Smart city project challenges include the classical project challenges and other specific challenges emerging from the complexity and innovative nature of smart city projects. These challenges inspire partners, managers, and city leaders to come up with innovative solutions. The challenges that might come across managers include:

  • Technological challenges - Smart city projects depend extremely on technology. However, implementing digital infrastructure is challenging because of the lack of knowledge about ICT systems and compatible software, the security and privacy problems where systems may get hacked or infected by viruses, etc., the high cost of installing, operating, and maintaining IT systems and the cost of training and hiring IT specialists.
  • Financial constraints - Smart city projects require significant financial resources to adapt technology to the city's existed infrastructure which is more expensive than building a new smart city. The main challenges are finding who can fund the project, choosing the right investment that will create long-term efficiencies, benefits, and return, the tendency to avoid huge investments that generate long-term benefits and focusing on short-term, and the need for innovative business, operating and financial models in order to transition from pilot projects into full-scale projects.
  • Lack of collaboration among different stakeholders and governmental restraints - Smart city projects require collaboration among private organizations, public institutions, NGOs, citizens, etc. which increases the complexity of these projects. The main challenges are poor communication and coordination among these participants, the leadership style, lack of policies for open data that enables sharing across departments and organizations, lack of support from both local government and city administration, the time is taken by organizations involved in the project to make decisions and breaking down silos that hinder the success of the project.
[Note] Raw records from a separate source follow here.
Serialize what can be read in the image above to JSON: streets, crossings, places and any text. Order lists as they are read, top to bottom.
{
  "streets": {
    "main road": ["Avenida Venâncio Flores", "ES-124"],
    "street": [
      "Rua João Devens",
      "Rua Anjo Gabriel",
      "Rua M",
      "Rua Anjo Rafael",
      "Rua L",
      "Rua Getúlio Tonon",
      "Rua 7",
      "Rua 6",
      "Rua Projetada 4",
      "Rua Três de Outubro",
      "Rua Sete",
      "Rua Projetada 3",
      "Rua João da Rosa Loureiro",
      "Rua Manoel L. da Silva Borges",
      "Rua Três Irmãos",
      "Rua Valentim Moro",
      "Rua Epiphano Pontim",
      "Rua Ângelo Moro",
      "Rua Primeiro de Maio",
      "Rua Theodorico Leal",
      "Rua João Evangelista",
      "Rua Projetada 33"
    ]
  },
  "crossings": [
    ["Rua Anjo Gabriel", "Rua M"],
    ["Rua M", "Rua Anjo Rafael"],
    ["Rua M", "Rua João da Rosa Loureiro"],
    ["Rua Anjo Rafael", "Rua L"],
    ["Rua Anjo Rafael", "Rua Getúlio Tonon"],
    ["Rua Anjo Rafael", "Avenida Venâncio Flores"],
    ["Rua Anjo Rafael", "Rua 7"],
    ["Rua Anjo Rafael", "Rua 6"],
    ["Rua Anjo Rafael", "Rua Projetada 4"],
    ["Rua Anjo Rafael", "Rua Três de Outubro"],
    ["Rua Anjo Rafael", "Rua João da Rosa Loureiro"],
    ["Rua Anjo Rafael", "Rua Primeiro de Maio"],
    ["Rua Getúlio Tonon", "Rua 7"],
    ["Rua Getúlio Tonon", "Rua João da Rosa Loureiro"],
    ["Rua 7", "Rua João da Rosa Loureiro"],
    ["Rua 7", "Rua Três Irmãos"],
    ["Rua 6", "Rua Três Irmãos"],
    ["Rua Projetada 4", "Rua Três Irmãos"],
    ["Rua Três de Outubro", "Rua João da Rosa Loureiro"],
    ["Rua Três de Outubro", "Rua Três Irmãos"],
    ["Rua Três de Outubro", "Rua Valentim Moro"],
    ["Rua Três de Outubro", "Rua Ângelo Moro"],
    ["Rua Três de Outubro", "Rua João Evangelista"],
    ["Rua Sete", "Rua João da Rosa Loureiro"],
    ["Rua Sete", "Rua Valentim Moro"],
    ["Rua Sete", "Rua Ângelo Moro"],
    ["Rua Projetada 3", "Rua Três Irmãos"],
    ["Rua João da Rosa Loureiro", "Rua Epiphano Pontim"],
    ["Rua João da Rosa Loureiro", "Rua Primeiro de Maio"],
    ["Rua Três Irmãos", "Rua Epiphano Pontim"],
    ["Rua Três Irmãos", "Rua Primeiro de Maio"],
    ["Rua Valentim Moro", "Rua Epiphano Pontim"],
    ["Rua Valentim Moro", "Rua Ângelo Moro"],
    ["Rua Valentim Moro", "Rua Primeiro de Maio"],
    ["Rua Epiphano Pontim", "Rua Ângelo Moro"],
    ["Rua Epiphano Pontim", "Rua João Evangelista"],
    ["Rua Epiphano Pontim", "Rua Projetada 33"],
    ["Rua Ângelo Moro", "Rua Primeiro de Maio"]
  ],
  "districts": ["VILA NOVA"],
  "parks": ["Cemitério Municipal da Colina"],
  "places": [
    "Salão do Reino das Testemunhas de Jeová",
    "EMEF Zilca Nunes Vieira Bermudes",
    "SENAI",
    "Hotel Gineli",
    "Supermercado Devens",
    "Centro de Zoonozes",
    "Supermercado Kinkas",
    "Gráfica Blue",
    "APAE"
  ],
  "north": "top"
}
  • Managerial and organizational challenges - One of the challenges of smart city projects is their size and scope where two types of projects can be defined; Greenfield projects which are huge, long-term, and usually starts from zero, and Brownfield projects which are smaller sized projects, short-term and fast implemented are usually built on existed infrastructure and are preferred by investors for generating fast revenues. Another challenge is leadership style and the manager’s technical and social skills. Similarly, the lack of understanding solutions leads to poor decisions. Also, the absence of educated and qualified teams who can work in these complex and high-tech projects, resistance to change, and inadequate training are also one of the smart city projects challenges. Moreover, the diversity of the project’s relevant stakeholders creates conflicts about who will govern and finance or who will capture the created value. Finally, having multiple goals that do not align with the project vision can be challenging, also, miscommunication of the project’s objectives to the local community.
  • Social challenges - Smart city projects need to engage citizens and create a common understanding of the key objectives, opportunities, and challenges among all smart city project participants. The main challenges lie in how to motivate and involve citizens in smart city projects, measure and express the value created by the smart city project for citizens, the digital divide in the city, and change the behavior and thinking of citizens to what’s called “smart thinking”.